• Aim of the exercise:
Provide the number of lines below containing the word "Ranch", without any other words.

[Stored data]
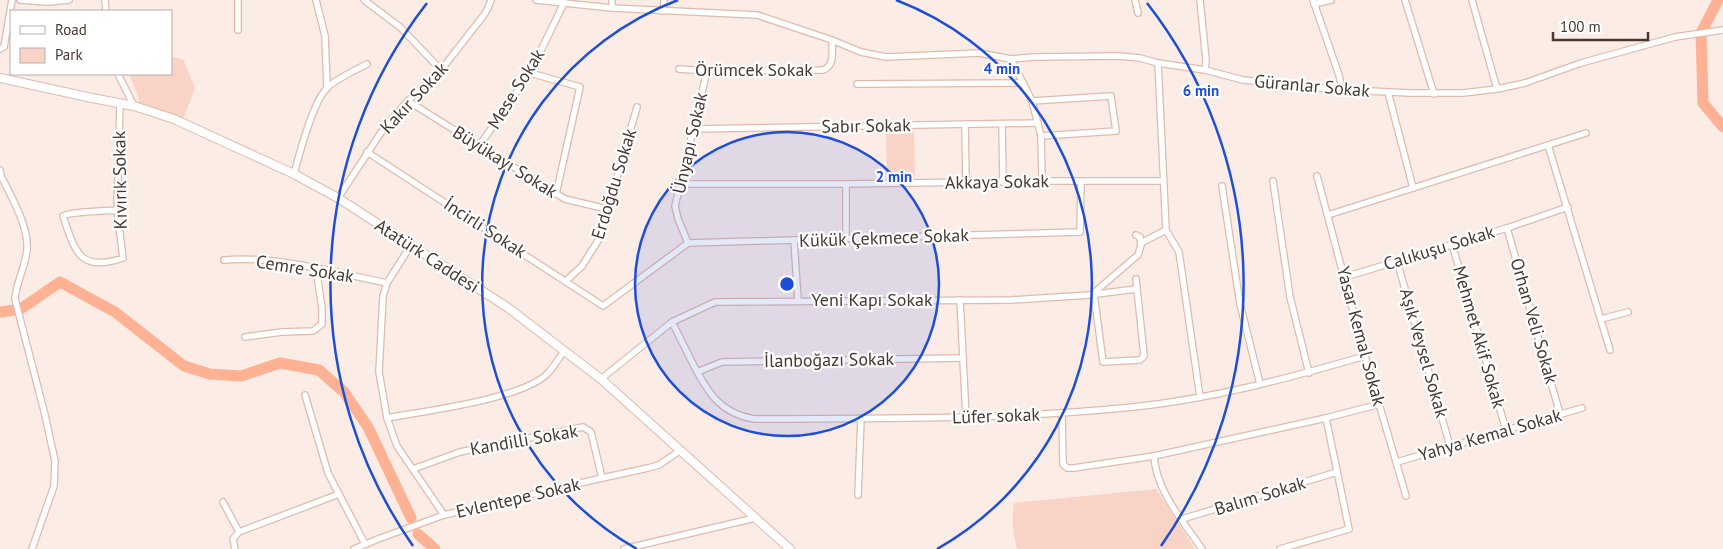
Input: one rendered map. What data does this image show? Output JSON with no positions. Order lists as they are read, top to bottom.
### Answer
{
  "streets": {
    "main road": ["Atatürk Caddesi"],
    "street": [
      "Örümcek Sokak",
      "Güranlar Sokak",
      "Mese Sokak",
      "Kakır Sokak",
      "Sabır Sokak",
      "Ünyapı Sokak",
      "Büyükayı Sokak",
      "Kıvırık Sokak",
      "Akkaya Sokak",
      "Erdoğdu Sokak",
      "İncirli Sokak",
      "Kükük Çekmece Sokak",
      "Calıkuşu Sokak",
      "Cemre Sokak",
      "Yeni Kapı Sokak",
      "Orhan Veli Sokak",
      "Yasar Kemal Sokak",
      "Mehmet Akif Sokak",
      "Aşık Veysel Sokak",
      "İlanboğazı Sokak",
      "Lüfer sokak",
      "Yahya Kemal Sokak",
      "Kandilli Sokak",
      "Balım Sokak",
      "Evlentepe Sokak"
    ]
  },
  "crossings": [
    ["Örümcek Sokak", "Güranlar Sokak"],
    ["Örümcek Sokak", "Ünyapı Sokak"],
    ["Güranlar Sokak", "Mese Sokak"],
    ["Mese Sokak", "Büyükayı Sokak"],
    ["Kakır Sokak", "Büyükayı Sokak"],
    ["Kakır Sokak", "İncirli Sokak"],
    ["Kakır Sokak", "Atatürk Caddesi"],
    ["Sabır Sokak", "Ünyapı Sokak"],
    ["Ünyapı Sokak", "Akkaya Sokak"],
    ["Ünyapı Sokak", "İncirli Sokak"],
    ["Ünyapı Sokak", "Kükük Çekmece Sokak"],
    ["Büyükayı Sokak", "Erdoğdu Sokak"],
    ["Kıvırık Sokak", "Atatürk Caddesi"],
    ["Akkaya Sokak", "Kükük Çekmece Sokak"],
    ["Erdoğdu Sokak", "İncirli Sokak"],
    ["İncirli Sokak", "Kükük Çekmece Sokak"],
    ["Calıkuşu Sokak", "Orhan Veli Sokak"],
    ["Calıkuşu Sokak", "Yasar Kemal Sokak"],
    ["Calıkuşu Sokak", "Mehmet Akif Sokak"],
    ["Calıkuşu Sokak", "Aşık Veysel Sokak"],
    ["Atatürk Caddesi", "Yeni Kapı Sokak"],
    ["Atatürk Caddesi", "Evlentepe Sokak"],
    ["Yeni Kapı Sokak", "Lüfer sokak"],
    ["Orhan Veli Sokak", "Yahya Kemal Sokak"],
    ["Yasar Kemal Sokak", "Lüfer sokak"],
    ["Yasar Kemal Sokak", "Yahya Kemal Sokak"],
    ["Mehmet Akif Sokak", "Yahya Kemal Sokak"],
    ["Aşık Veysel Sokak", "Yahya Kemal Sokak"],
    ["İlanboğazı Sokak", "Lüfer sokak"],
    ["Kandilli Sokak", "Evlentepe Sokak"]
  ],
  "legend": ["Road", "Park"],
  "scale_bar": "100 m",
  "rings": ["4 min", "6 min", "2 min"]
}
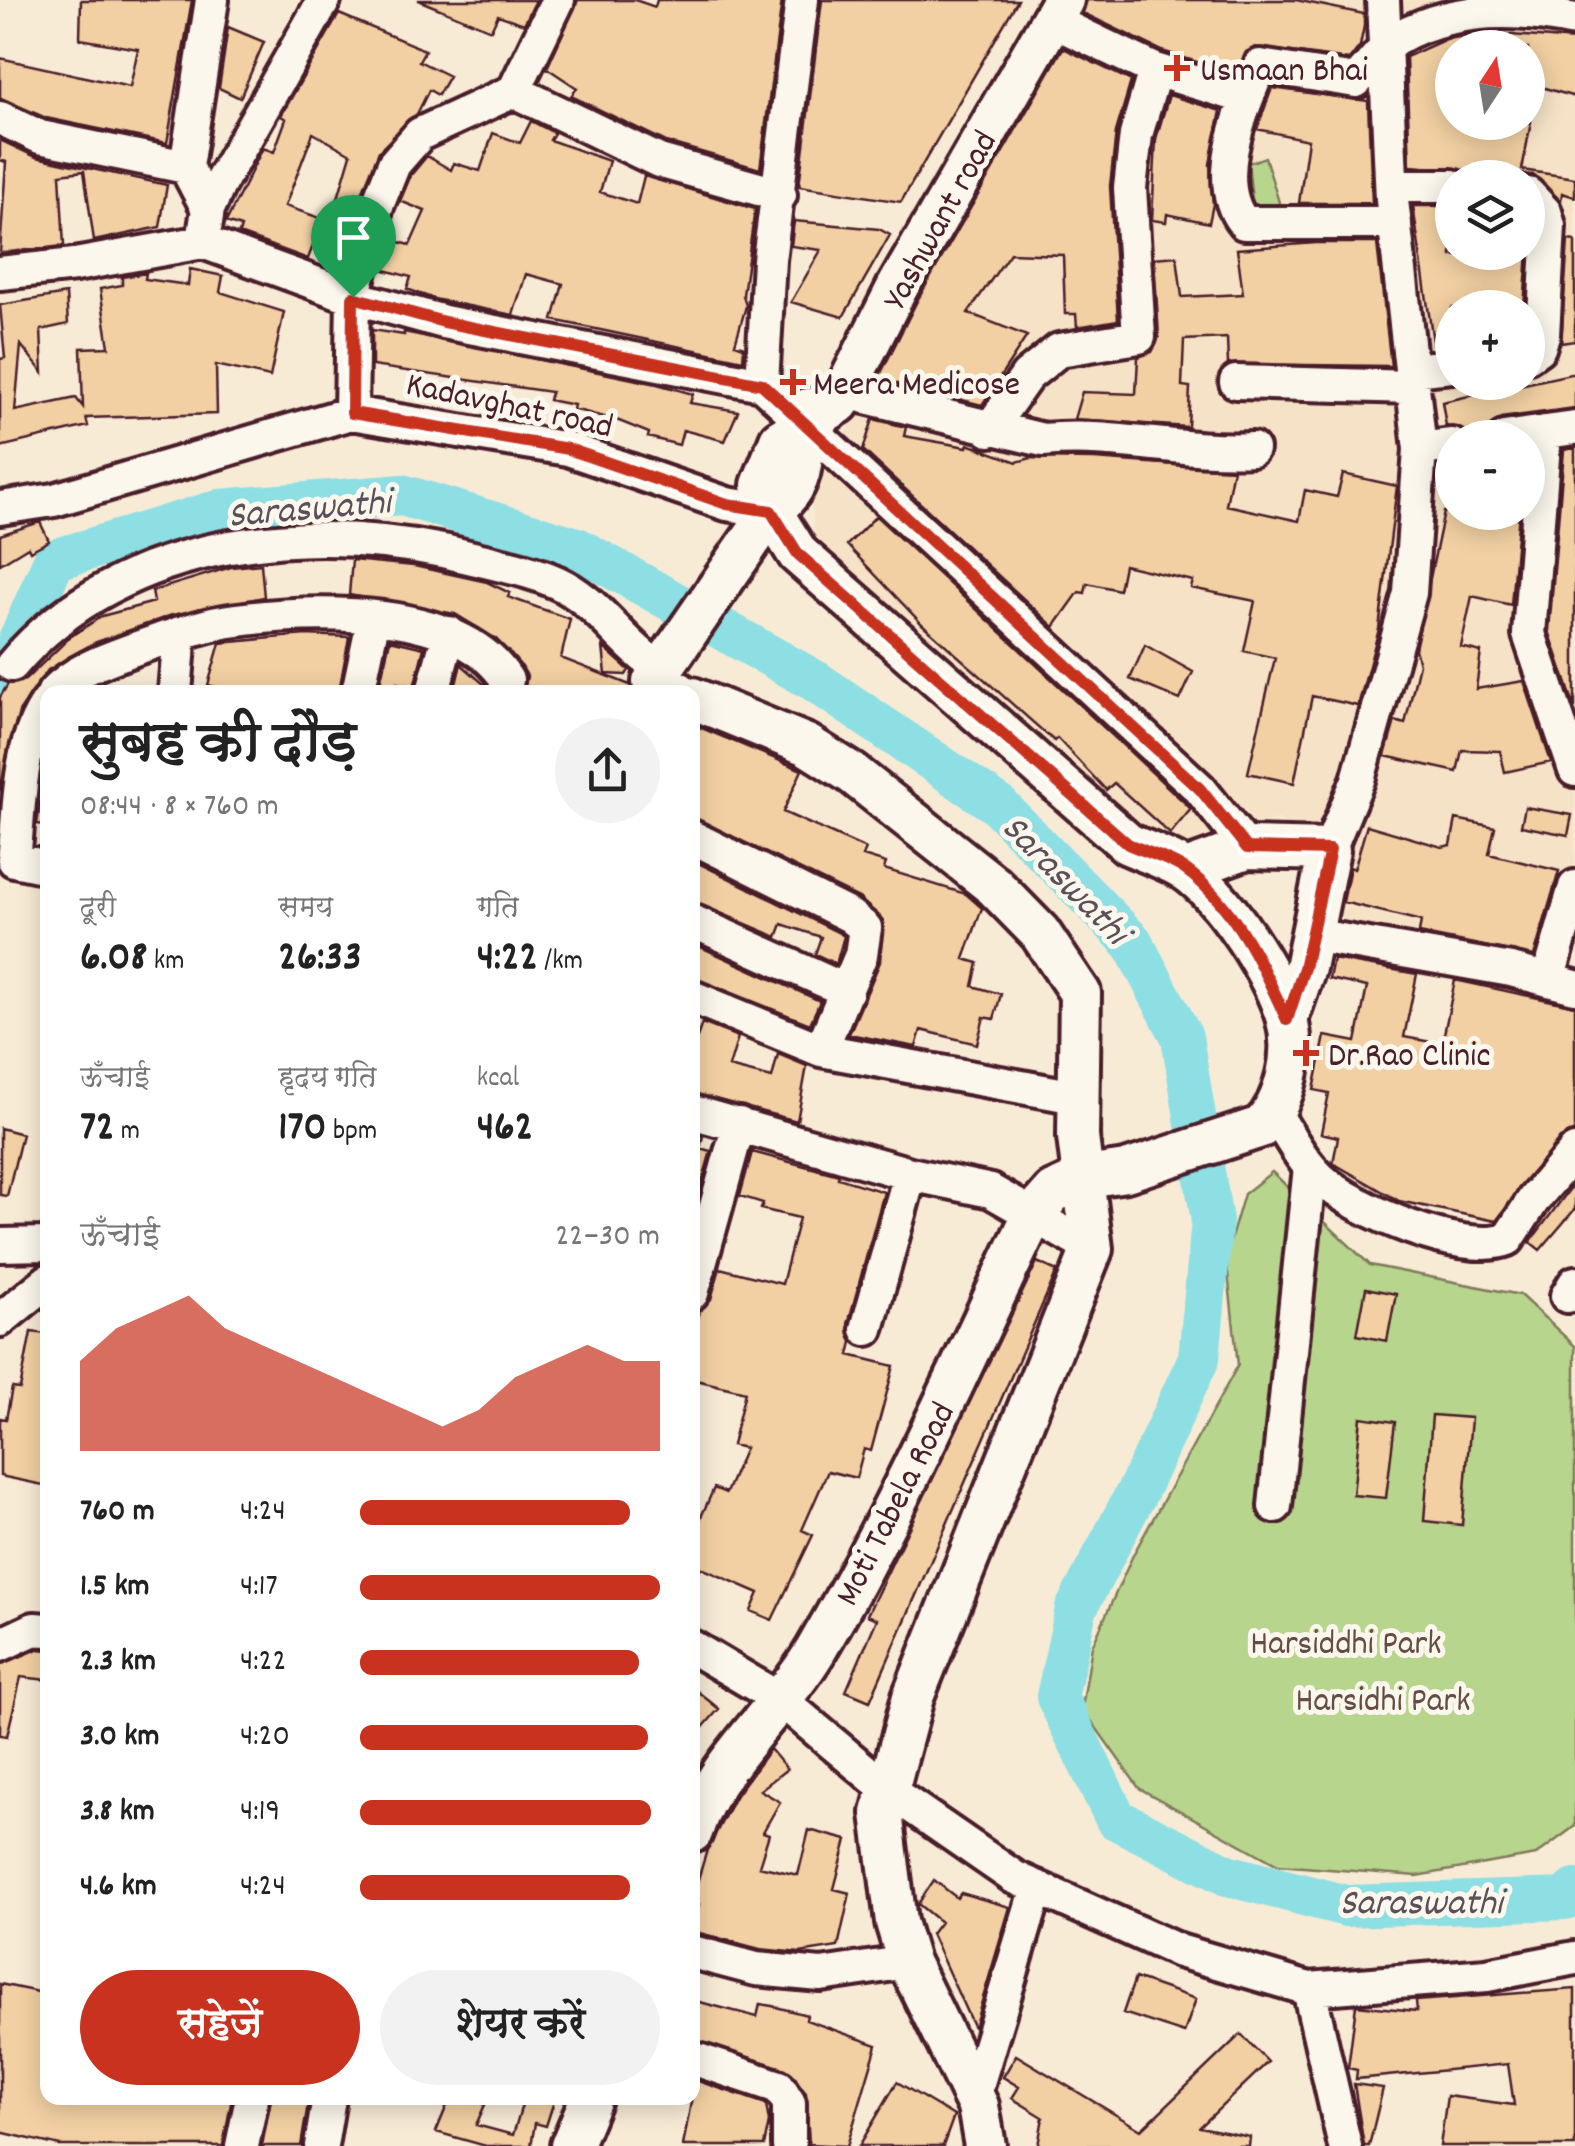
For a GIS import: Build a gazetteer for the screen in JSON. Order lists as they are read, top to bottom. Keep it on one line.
{"streets":{"main road":["Yashwant road","Moti Tabela Road"],"street":["Kadavghat road"]},"water":["Saraswathi"],"parks":["Harsiddhi Park","Harsidhi Park"],"places":{"health":["Usmaan Bhai","Meera Medicose","Dr.Rao Clinic"]},"north":"top","page":{"map_buttons":["+","−"],"heading":["सुबह की दौड़","08:44 · 8 × 760 m"],"stats":[["दूरी","6.08 km"],["समय","26:33"],["गति","4:22 /km"],["ऊँचाई","72 m"],["हृदय गति","170 bpm"],["kcal","462"]],"chart":["ऊँचाई","22–30 m"],"list":[{"name":"760 m","note":"4:24"},{"name":"1.5 km","note":"4:17"},{"name":"2.3 km","note":"4:22"},{"name":"3.0 km","note":"4:20"},{"name":"3.8 km","note":"4:19"},{"name":"4.6 km","note":"4:24"}],"buttons":["सहेजें","शेयर करें"]}}
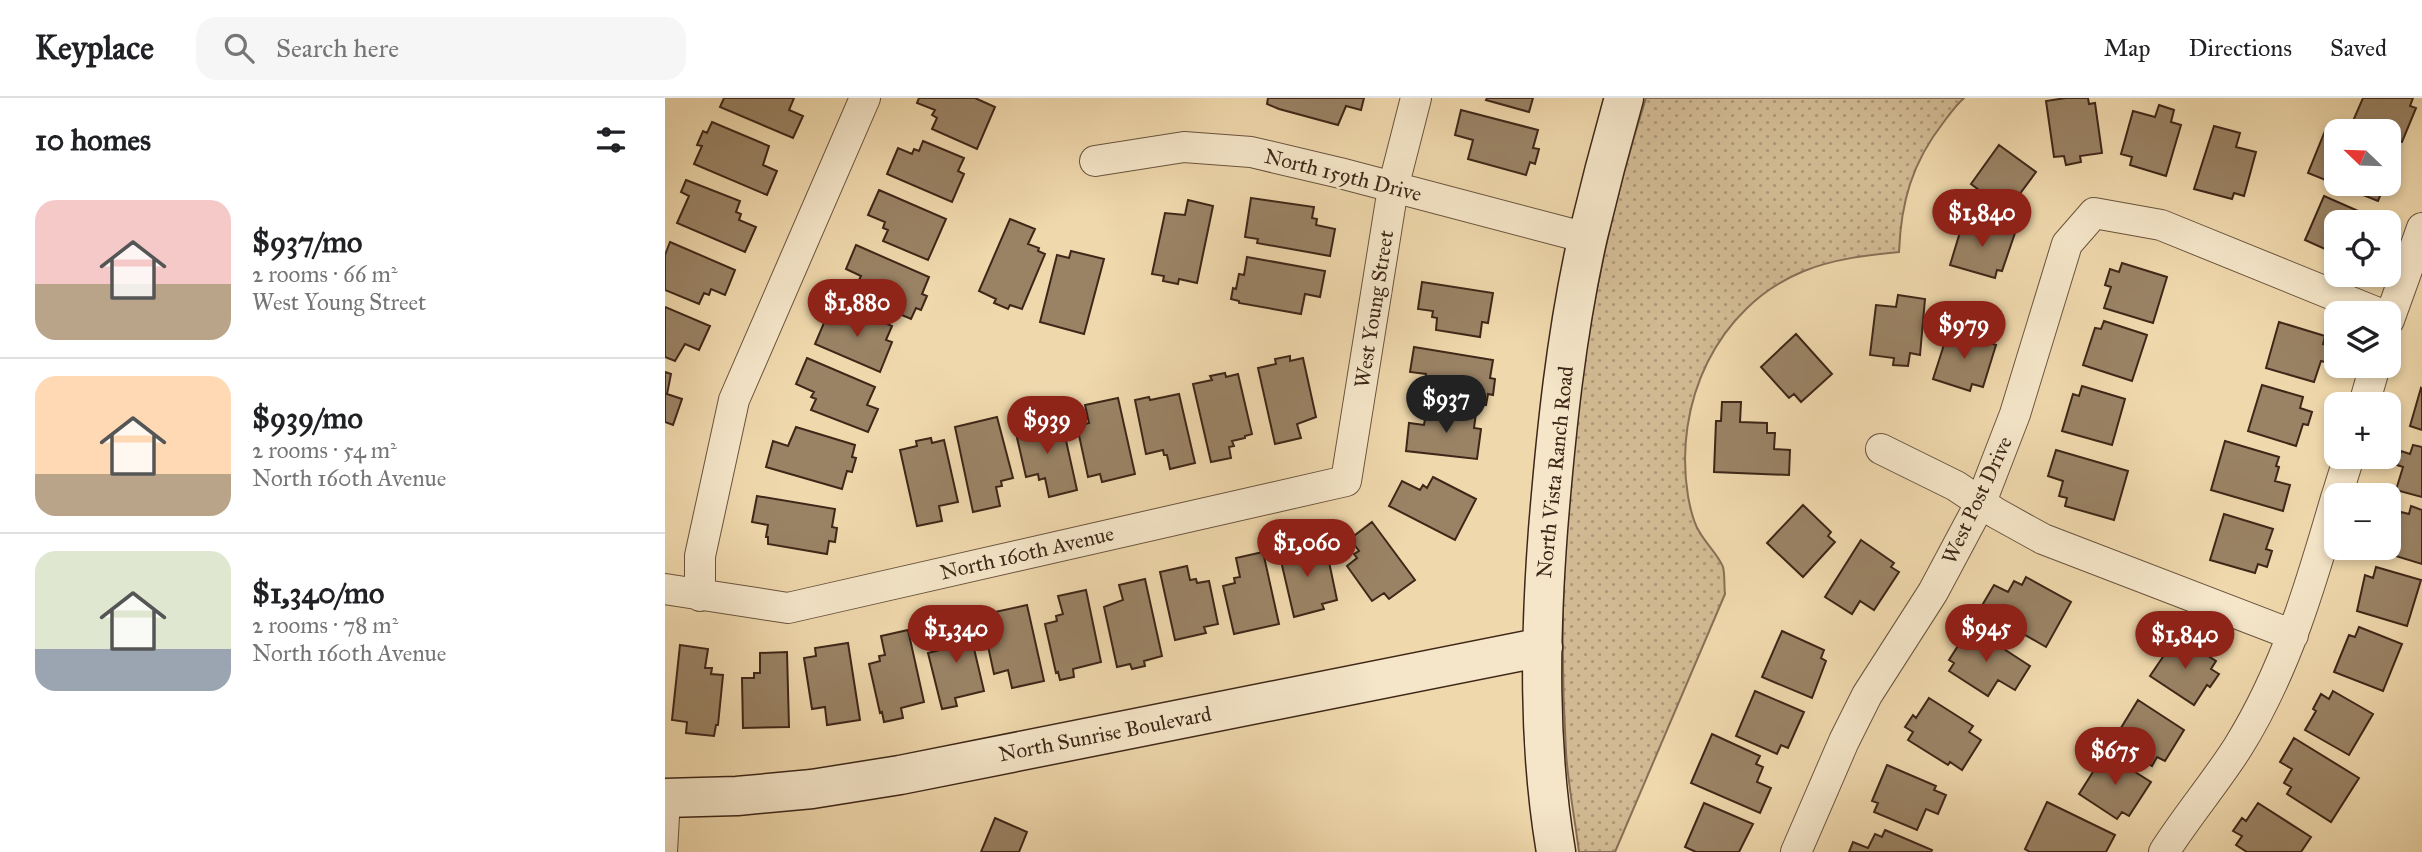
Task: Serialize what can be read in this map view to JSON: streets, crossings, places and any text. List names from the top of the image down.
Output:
{
  "streets": {
    "street": [
      "North 159th Drive",
      "West Young Street",
      "North Vista Ranch Road",
      "West Post Drive",
      "North 160th Avenue",
      "North Sunrise Boulevard"
    ]
  },
  "crossings": [
    ["North 159th Drive", "West Young Street"],
    ["North 159th Drive", "North Vista Ranch Road"],
    ["West Young Street", "North 160th Avenue"],
    ["North Vista Ranch Road", "North Sunrise Boulevard"]
  ],
  "north": "top left",
  "page": {
    "header": "Keyplace",
    "search": "Search here",
    "nav": ["Map", "Directions", "Saved"],
    "heading": "10 homes",
    "map_buttons": ["+", "−"],
    "list": [
      {
        "name": "$937/mo",
        "note": "2 rooms · 66 m² · West Young Street"
      },
      {
        "name": "$939/mo",
        "note": "2 rooms · 54 m² · North 160th Avenue"
      },
      {
        "name": "$1,340/mo",
        "note": "2 rooms · 78 m² · North 160th Avenue"
      }
    ],
    "price": [
      "$1,840",
      "$1,880",
      "$979",
      "$937",
      "$939",
      "$1,060",
      "$945",
      "$1,340",
      "$1,840",
      "$675"
    ]
  }
}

• Task response:
3